Democratici rischiano di dover far continuare la guerra in Ira a Bush con un cospicuo finanziamento

I democratici che hanno conquistato la maggioranza al Congresso grazie ai voti di chi era contrario alla guerra in Iraq, ora sono sul punto di dover concedere a Bush un nuovo 'assegno in bianco', dal valore di 120 miliardi di dollari, per que

I democratici che hanno conquistato la maggioranza al Congresso grazie ai voti di chi era contrario alla guerra in Iraq, ora sono sul punto di dover concedere a George Bush un nuovo "assegno in bianco", dal valore di 120 miliardi di dollari, per questa guerra. E' questo il dilemma che si troveranno ad affrontare questa settimana i deputati ed i senatori democratici che dovranno votare la nuova legge per i fondi supplementari per la guerra, dopo che hanno dovuto rinunciare, dietro la minaccia di un nuovo veto presidenziale che non hanno i numeri in aula per annullare, ad inserire nel testo ogni riferimento ad un calendario per il ritiro.

La sconfitta nel braccio di ferro durato mesi con la Casa Bianca - e che ha visto la vittoria intermedia dei democratici che erano riusciti a far approvare la legge che condizionava ai fondi l'avvio del ritiro entro marzo bloccata dal veto di Bush - brucia all'ala più liberal del partito. E soprattutto al movimento pacifista che accusa i democratici di aver tradito il mandato elettorale che gli era stato dato con la vittoria di novembre. "I democratici devono votare no": è questo l'appello on line del sito Moveon.org - diventato un punto di riferimento del movimento anti-guerra statunitense - che invita la base a scrivere ai propri rappresentanti chiedendo loro di "votare contro una legge che ci indebolisce".

"I leader democratici hanno accettato il compromesso con Bush ed hanno rinunciato ad ogni reale calendario per il ritiro", accusa il sito pacifista che comunque ricorda ai democratici, e soprattutto ai candidati alla nomination, come la questione del ritiro sia "cruciale per ottenere il sostegno dei progressisti".
Non è un caso che sia Hillary Clinton che Barack Obama, i principali candidati alla nomination, non abbiano ancora dichiarato cosa voteranno quando saranno chiamati - entro la fine di questa settimana al Senato, mentre un voto alla Camera è previsto già per oggi (nella notte ora italiana) - a pronunciarsi sul testo di compromesso. "Quando avrò qualcosa in proposito da dirvi che lo comunicherò" è stata la brusca risposta della senatrice di New York, ed anche il senatore dell'Illinois ha glissato imbarazzato la domanda.

Il rischio è di essere superati a sinistra dai candidati minori - il senatore del Connecticut Christopher Dodd ed il depitato dell'Ohio, Dennis Kucinch, hanno già annunciato che voteranno contro una legge che è un "assegno in bianco" per Bush - e soprattutto dal terzo in lizza, John Edwards. L'ex vice di John Kerry nel 2004, forte del fatto di non avere più la responsabilità di un seggio senatoriale, infatti ha già sparato a zero contro Hillary ed Obama accusandoli di aver "capitolato" a Bush rinunciando all'idea del ritiro dall'Iraq.

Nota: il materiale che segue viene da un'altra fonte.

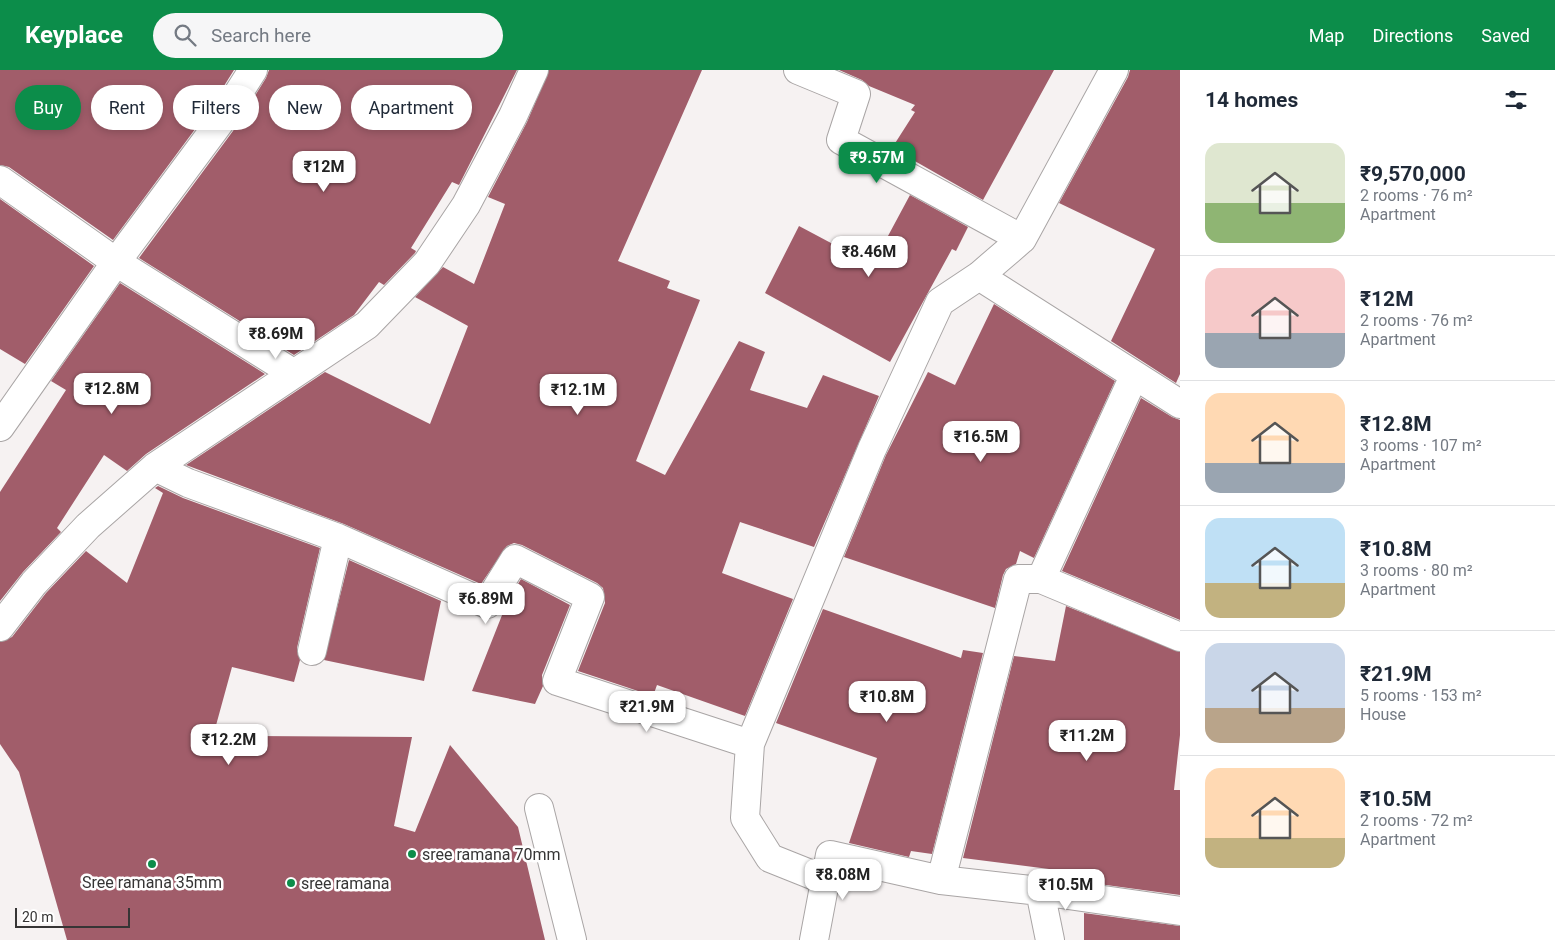 <!DOCTYPE html>
<meta charset="utf-8">
<style>
:root{--surface:#fff;--page:#f6f6f7;--text:#1f2937;--muted:#747a83;--line:#e0e1e3;--accent:#0c8d4a}
body{margin:0;font-family:Roboto,sans-serif;background:var(--page);color:var(--text);height:100vh;display:flex;flex-direction:column;font-size:19px;white-space:nowrap}
*{box-sizing:border-box;margin:0}
p{font-size:16px;color:var(--muted)}
.icon{flex:none;width:28px;height:28px;fill:none;stroke:currentColor;stroke-width:2;stroke-linecap:round;stroke-linejoin:round}
.map{position:relative;flex:1;overflow:hidden}
.details{display:flex;flex-direction:column;background:var(--surface);width:375px}
.details>*{flex:none}
.guide{position:absolute;left:15px;top:15px;width:475px;height:45px;display:flex;gap:10px}
.scale{position:absolute;left:15px;bottom:12px;width:115px;box-sizing:border-box;padding-left:5px;border:2px solid #363535;border-top:0;font-size:14px;line-height:18px;white-space:nowrap;color:#363535;-webkit-text-stroke:4px #fff;paint-order:stroke}
.price{position:absolute;translate:-50% -42px;padding:0 11px;border-radius:10px;background:#fff;color:#222;font-size:16px;line-height:32px;filter:drop-shadow(0 1px 2px #0008)}
.price::after{content:'';position:absolute;left:50%;top:30px;width:15px;height:11px;margin-left:-8px;background:inherit;clip-path:polygon(0 0,100% 0,50% 100%)}
.price.selected{background:var(--accent);color:#fff}
ul{padding:0;list-style:none}
li{display:flex;align-items:center;gap:15px;height:125px;padding:0 25px}
li+li{border-top:1px solid var(--line)}
li span{display:grid;place-items:center;flex:none;width:140px;height:100px;border-radius:15px;color:#555}
li>.icon{margin-inline-start:auto}
span .icon{width:60px;height:60px;fill:#fffc;stroke-width:1}
li b{font-size:21px}
h2{display:flex;justify-content:space-between;align-items:center;height:60px;padding:0 25px;font-size:21px}
.tag{padding:0 18px;border-radius:22px;background:var(--surface);box-shadow:0 2px 8px #0003;font-size:18px;line-height:45px}
.tag.selected{background:var(--accent);color:#fff}
header{display:flex;align-items:center;gap:30px;box-sizing:border-box;height:70px;padding:0 25px;background:var(--accent);color:#fff}
header strong{font-size:24px}
nav{display:flex;gap:28px;margin-inline-start:auto;font-size:18px}
.search{width:350px;height:45px;background:var(--page);display:flex;align-items:center;gap:12px;box-sizing:border-box;padding:0 18px;border-radius:28px;color:var(--muted);font-size:19px}
main{display:flex;flex:1;min-height:0}
.map>svg:first-child{display:block}
.building{fill:#a15d6a}
.lines{fill:none;stroke-linecap:round;stroke-linejoin:round}
.minor-casing{stroke:#a9a5a5;stroke-width:30}
.minor{stroke:#fff;stroke-width:28}
.poi-dot{fill:#0c8d4a;stroke:#fff;stroke-width:2}
.labels{text-anchor:middle;dominant-baseline:central;stroke-width:5;stroke-linejoin:round;paint-order:stroke}
.poi-label{font-size:16px;fill:#363535;stroke:#fff;text-anchor:start}
</style>
<header>
<strong>Keyplace</strong>
<div class="search"><svg class="icon" aria-label="search" viewBox="0 0 24 24"><circle cx="10" cy="10" r="6"/><path d="M15 15l6 6"/></svg>Search here</div>
<nav><a>Map</a><a>Directions</a><a>Saved</a></nav>
</header>
<main>
<div class="map">
<svg width="1180" height="870" viewBox="0 0 1180 870">
<rect width="100%" height="100%" fill="#f6f2f2"/>
<path class="building" d="M0,0h234l-27,43 -94,127 -104,-73 -9,-2z
M269,0h248l-58,115 -7,-3 -41,66 5,3 -1,2 -31,32 -5,-3 -25,33 -60,40 -155,-97 94,-127 33,-53z
M549,0h153l-84,191 52,20 -3,7 33,12 -64,161 29,14 74,-134 26,11 -15,38 57,18 16,-33 56,21 -65,151 -74,-25 -18,51 71,26 -48,117 -88,-31 -4,11 -75,-25 27,-68 -2,-15 -6,-5 -75,-38 -8,-2 -7,3 -26,38 -137,-60 -158,-59 139,-93 105,52 38,-98 -53,-29 28,-30 31,17 31,-80 -17,-7 39,-75z
M839,0h215l-71,130 -91,-52 23,-36 -4,-2 4,-5 -46,-19 -7,-6z
M1130,0h50v304l-4,9 -65,-42 44,-92 -96,-46 69,-126z
M910,125l58,32 -12,24 -4,-2 -62,113 -125,-69 34,-67 47,25 2,-3 26,14z
M0,129l94,67 -69,98 -25,-15z
M120,213l145,91 -119,80 -19,17 -23,-16 -47,73 4,4 -38,40 -23,29v-109l66,-102 -15,-9z
M994,234l121,77 -81,177 -14,-7 -4,13 -10,5 -3,6 -8,33 -151,-51 42,-102 42,-83 27,13z
M1141,328l31,19 8,3v200l-118,-49z
M158,416l25,12 137,50 -23,100 3,12 -6,22 -62,-15 -17,62 37,7 160,1 -18,89 21,6 35,-87 68,82 27,113h-478l-48,-168 -19,-28v-102l12,-5 34,-44 40,-42 41,32 36,-90 -8,-5z
M349,490l92,41 -17,80 -100,-21z
M521,509l49,26 -28,70 1,11 -8,18 -63,-13 36,-91z
M1066,536l114,46v83l-6,55h6v105l-96,-13v-5l-35,-4v-4l-86,-11 51,-202 41,5z
M823,539l138,49 2,-8 20,3 -51,201 -21,-3 -2,6 -60,-14 28,-85 -101,-35z
M1084,843l96,13v14h-96z"/>
<g class="lines">
<g class="minor-casing">
<path id="minor" d="M798,0l58,24 -15,46 181,99
M0,110l116,82 177,111
M979,206l201,128
M0,357l116,-165 104,-140 33,-52
M155,397l33,16 150,55 149,66 28,-45 75,38 -33,84 193,63
M1041,509l93,-203
M0,557l34,-44 54,-57 67,-59 212,-142 60,-62 39,-58 47,-89 21,-46
M312,581l26,-113
M539,738l33,132
M825,810l-55,-22 -25,-40 5,-74 122,-295 68,-147 39,-26 43,-37 92,-169
M941,810l77,-301h23l139,58
M1040,821l10,49
M814,870l16,-85 111,25 99,11 140,20"/>
</g>
<use href="#minor" class="minor"/>
</g>
<g class="poi-dot">
<circle cx="412" cy="784" r="5"/>
<circle cx="152" cy="794" r="5"/>
<circle cx="291" cy="813" r="5"/>
</g>
<g class="labels">
<g class="poi-label">
<text x="422" y="784">sree ramana 70mm</text>
<text x="152" y="812" text-anchor="middle">Sree ramana 35mm</text>
<text x="301" y="813">sree ramana</text>
</g>
</g>
</svg>
<div class="scale">20 m</div>
<b class="price selected" style="left:877px;top:114px">₹9.57M</b>
<b class="price" style="left:324px;top:123px">₹12M</b>
<b class="price" style="left:869px;top:208px">₹8.46M</b>
<b class="price" style="left:276px;top:290px">₹8.69M</b>
<b class="price" style="left:112px;top:345px">₹12.8M</b>
<b class="price" style="left:578px;top:346px">₹12.1M</b>
<b class="price" style="left:981px;top:393px">₹16.5M</b>
<b class="price" style="left:486px;top:555px">₹6.89M</b>
<b class="price" style="left:887px;top:653px">₹10.8M</b>
<b class="price" style="left:647px;top:663px">₹21.9M</b>
<b class="price" style="left:1087px;top:692px">₹11.2M</b>
<b class="price" style="left:229px;top:696px">₹12.2M</b>
<b class="price" style="left:843px;top:831px">₹8.08M</b>
<b class="price" style="left:1066px;top:841px">₹10.5M</b>
<div class="guide">
<a class="tag selected">Buy</a>
<a class="tag">Rent</a>
<a class="tag">Filters</a>
<a class="tag">New</a>
<a class="tag">Apartment</a>
</div>
</div>
<section class="details">
<h2>14 homes<svg class="icon" aria-label="filters" viewBox="0 0 24 24"><path d="M4 7h16M4 17h16"/><circle cx="9" cy="7" r="2"/><circle cx="15" cy="17" r="2"/></svg></h2>
<ul>
<li><span style="background:linear-gradient(#dfe7d0 60%,#8fb573 0)"><svg class="icon" aria-label="home" viewBox="0 0 24 24"><path d="M3 11l9-7 9 7M6 9v11h12V9"/></svg></span><div><b>₹9,570,000</b><p>2 rooms · 76 m²</p><p>Apartment</p></div></li>
<li><span style="background:linear-gradient(#f6c9c9 65%,#9aa5b1 0)"><svg class="icon" aria-label="home" viewBox="0 0 24 24"><path d="M3 11l9-7 9 7M6 9v11h12V9"/></svg></span><div><b>₹12M</b><p>2 rooms · 76 m²</p><p>Apartment</p></div></li>
<li><span style="background:linear-gradient(#ffd9b3 70%,#9aa5b1 0)"><svg class="icon" aria-label="home" viewBox="0 0 24 24"><path d="M3 11l9-7 9 7M6 9v11h12V9"/></svg></span><div><b>₹12.8M</b><p>3 rooms · 107 m²</p><p>Apartment</p></div></li>
<li><span style="background:linear-gradient(#bfe0f5 65%,#c2b280 0)"><svg class="icon" aria-label="home" viewBox="0 0 24 24"><path d="M3 11l9-7 9 7M6 9v11h12V9"/></svg></span><div><b>₹10.8M</b><p>3 rooms · 80 m²</p><p>Apartment</p></div></li>
<li><span style="background:linear-gradient(#c9d6e8 65%,#b9a48a 0)"><svg class="icon" aria-label="home" viewBox="0 0 24 24"><path d="M3 11l9-7 9 7M6 9v11h12V9"/></svg></span><div><b>₹21.9M</b><p>5 rooms · 153 m²</p><p>House</p></div></li>
<li><span style="background:linear-gradient(#ffd9b3 70%,#c2b280 0)"><svg class="icon" aria-label="home" viewBox="0 0 24 24"><path d="M3 11l9-7 9 7M6 9v11h12V9"/></svg></span><div><b>₹10.5M</b><p>2 rooms · 72 m²</p><p>Apartment</p></div></li>
</ul>
</section>
</main>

I due senatori devono fare i conti, d'altra parte, anche con la linea di responsabilità scelta dalla leadership del partito, cioè di cedere per non cadere nella trappola di essere additati dalla Casa Bianca come la forza politica che vuole lasciare senza fondi e quindi senza protezione le truppe. "Credo che fino a quando avremo le truppe al fronte, dobbiamo proteggerle - ha detto il senatore Jospeh Biden - dobbiamo dare loro i fondi necessari". L'unico piccolo risultato che i democratici portano a casa è che la legge, pur non prevedendo alcun calendario per il ritiro, minaccia di congelare gli aiuti per Baghdad nel caso che il governo iracheno non faccia progressi politici e nella sicurezza. Ma, allo stesso tempo, concede al presidente il potere di annullare questa misura.


Da settimane la Clinton ed Obama sono impegnati a corteggiare il voto anti-guerra, e la scorsa settimana entrambi hanno dato il loro voto alla proposta del liberal Russel Feingold di discutere una mozione per l'interruzione di fondi per le operazioni militari entro la fine di marzo 2008. Una posizione assolutamente simbolica, dal momento che era scontato che la mozione non avrebbe neanche raggiunto i voti necessari ad essere discussa in aula, ma che ha segnato la prima loro presa di posizione ufficiale in favore del ritiro. Ma ora un loro "no" ai nuovi fondi li esporrebbe a facili attacchi da parte dei repubblicani, pronti ad accusarli di aver voltato le spalle ai "nostri ragazzi in Iraq".